Sunshine Blogger Award (& Site Update)

Something I really like about WordPress is the community of people it brings together – it’s so easy to follow others and see what other people have to say about topics you’re interested in, which is pretty important when it comes to gaming, which is such a wide topic.

An example of this community in action is the Sunshine Blogger Award, where blogs nominate each other to promote good content elsewhere. I was recently nominated by AmbiGaming, which was a nice surprise as I haven’t won any of these before and it definitely brought a bit of sunshine into my life, so thank you AmbiGaming.

Before I get to the details of the award, I just also want to take a paragraph here to thank my readers also. I’ve had this blog for almost four years now, but I basically ignored it for two years and now I’m trying to get back into blogging. It means a lot to see people reading my thoughts, and I’d like to continue the level of content I’ve been putting out recently. Posts like the Diversity post I did a while back aren’t something I generally do, but I really liked writing that post and I’d like to do similar posts in the future. I was looking through some of my old news posts and I miss doing those weekly updates, even though I don’t think I have the time for it any more. I’ll find something to get my groove back though – I really missed blogging and it’s good to be back.

And now, the Rules of the Award:

  1. Thank the person who nominated you
  2. Answer the questions given to you
  3. Nominate at least (fill in number here) bloggers!
  4. Write questions for your nominees to answer

Question 1: Surprise! You’re in an RPG. What is your character build?

Usually when I play RPGs where I can create my character’s build, I like attack-focused characters and put a lot of points into health so I can go around destroying things. If I woke up in an RPG, I would definitely not be able to do the “warrior” class and I think I would actually be better suited to a magic class (with a ranged attack weapon like a bow if necessary). The main reason I don’t like playing those characters in games is because I find the mechanics a little clunky and the need to replenish “mana” cumbersome, but if it was me, I’d definitely be up for a little spell-casting. I’d probably then put points into health, and maybe a stealth option if there was one (I don’t play many RPGs so most of what I know is choosing classes).

Question 2: What video game soundtrack rocks your world?

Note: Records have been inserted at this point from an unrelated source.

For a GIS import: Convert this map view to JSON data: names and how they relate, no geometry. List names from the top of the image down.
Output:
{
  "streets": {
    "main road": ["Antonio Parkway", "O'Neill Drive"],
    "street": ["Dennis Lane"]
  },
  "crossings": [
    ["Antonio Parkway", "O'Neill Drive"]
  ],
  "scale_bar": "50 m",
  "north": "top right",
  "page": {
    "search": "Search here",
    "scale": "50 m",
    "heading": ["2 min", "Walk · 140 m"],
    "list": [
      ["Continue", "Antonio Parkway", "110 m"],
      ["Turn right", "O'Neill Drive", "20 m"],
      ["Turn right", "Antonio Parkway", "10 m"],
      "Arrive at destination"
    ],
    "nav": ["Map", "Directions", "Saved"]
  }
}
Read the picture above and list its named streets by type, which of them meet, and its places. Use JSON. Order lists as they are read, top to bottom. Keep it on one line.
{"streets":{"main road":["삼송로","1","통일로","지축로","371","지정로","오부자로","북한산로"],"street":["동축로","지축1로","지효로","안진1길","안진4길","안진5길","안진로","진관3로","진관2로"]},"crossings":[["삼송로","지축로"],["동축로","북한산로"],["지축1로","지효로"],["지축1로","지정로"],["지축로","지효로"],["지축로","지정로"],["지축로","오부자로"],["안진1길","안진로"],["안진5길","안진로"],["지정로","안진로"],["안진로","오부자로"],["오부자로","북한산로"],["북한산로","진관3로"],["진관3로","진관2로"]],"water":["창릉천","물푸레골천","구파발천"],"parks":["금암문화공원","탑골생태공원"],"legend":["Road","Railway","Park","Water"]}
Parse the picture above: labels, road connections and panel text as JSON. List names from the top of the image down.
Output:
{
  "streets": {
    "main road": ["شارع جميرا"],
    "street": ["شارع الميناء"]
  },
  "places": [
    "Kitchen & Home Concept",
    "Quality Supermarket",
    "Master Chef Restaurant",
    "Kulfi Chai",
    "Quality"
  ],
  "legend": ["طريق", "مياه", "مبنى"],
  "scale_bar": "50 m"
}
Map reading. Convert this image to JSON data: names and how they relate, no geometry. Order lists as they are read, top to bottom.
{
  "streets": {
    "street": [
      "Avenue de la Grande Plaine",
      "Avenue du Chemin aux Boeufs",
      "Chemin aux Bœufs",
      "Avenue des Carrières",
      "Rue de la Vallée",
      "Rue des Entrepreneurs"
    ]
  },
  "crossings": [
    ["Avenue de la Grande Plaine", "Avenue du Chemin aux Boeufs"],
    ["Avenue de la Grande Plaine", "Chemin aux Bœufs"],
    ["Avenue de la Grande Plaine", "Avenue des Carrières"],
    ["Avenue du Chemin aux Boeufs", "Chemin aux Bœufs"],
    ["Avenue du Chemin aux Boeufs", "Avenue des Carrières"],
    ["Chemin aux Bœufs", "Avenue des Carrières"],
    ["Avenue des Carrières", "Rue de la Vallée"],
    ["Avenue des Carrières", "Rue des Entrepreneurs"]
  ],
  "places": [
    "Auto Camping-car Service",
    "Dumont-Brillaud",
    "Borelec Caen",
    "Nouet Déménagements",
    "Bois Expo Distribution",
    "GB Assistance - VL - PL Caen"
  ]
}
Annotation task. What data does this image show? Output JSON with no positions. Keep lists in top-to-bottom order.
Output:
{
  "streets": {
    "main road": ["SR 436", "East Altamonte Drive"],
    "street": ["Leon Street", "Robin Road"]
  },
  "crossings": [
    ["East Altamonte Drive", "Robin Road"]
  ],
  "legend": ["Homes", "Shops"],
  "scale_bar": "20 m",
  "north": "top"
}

Tough question, but one I’ll enjoy answering. Generally, I find most video game soundtracks pretty unremarkable, they’re alright during gameplay but I can’t hum them back to myself after I turn the machine off. With that being said, I find Nintendo manages to consistently put out amazing soundtracks. My runner-up would have to be the Pokémart theme, just for it’s jazz goodness:

My winner though is the orchestra version of Professor Layton’s theme from Professor Layton Vs. Phoenix Wright: Ace Attorney:

Everything about this piece just comes together: the perfect mix of class and swagger for the professor. I love it, the entire game just had a really good soundtrack.

Bonus: The Super Mario Bros. theme has a special place in my heart, and this arrangement of a compilation of tunes by the Tokyo Kosei Wind Orchestra is just beautiful:

Their version of the underwater waltz at 3:10 is well worth listening too, it wouldn’t sound out of place in a classical ballet.

Question 3: If you had to summarize your blog with one snappy quote, what would it be?

It’s tough answering this when I already have a tagline, but I’ll attempt to do it anyway (that’s not my answer by the way).

“Bringing people together through their love of games since 2013”.

When I started this site, my goal was just to create someplace where everyone was welcome to discuss anything about games and gaming general. I still have that goal in mind, all these years later.

Question 4: If you were a tree, what type of tree would you be? Bonus: Why?

Here in Australia we have Jacaranda trees, which are super pretty in bloom:

jacaranda-mimosifolia-2

They also tend to bloom right around exam season in November, so if you wait until the Jacarandas start blooming it’s probably too late for you.

That’s part of my reason why I’d be one: they’re nice trees with and I have a bit of an emotional connection with them since I associate them with most of the knowledge I’ve learnt thus far in my life.

Question 5: If you had one day during which everything you did would be successful, what would you do?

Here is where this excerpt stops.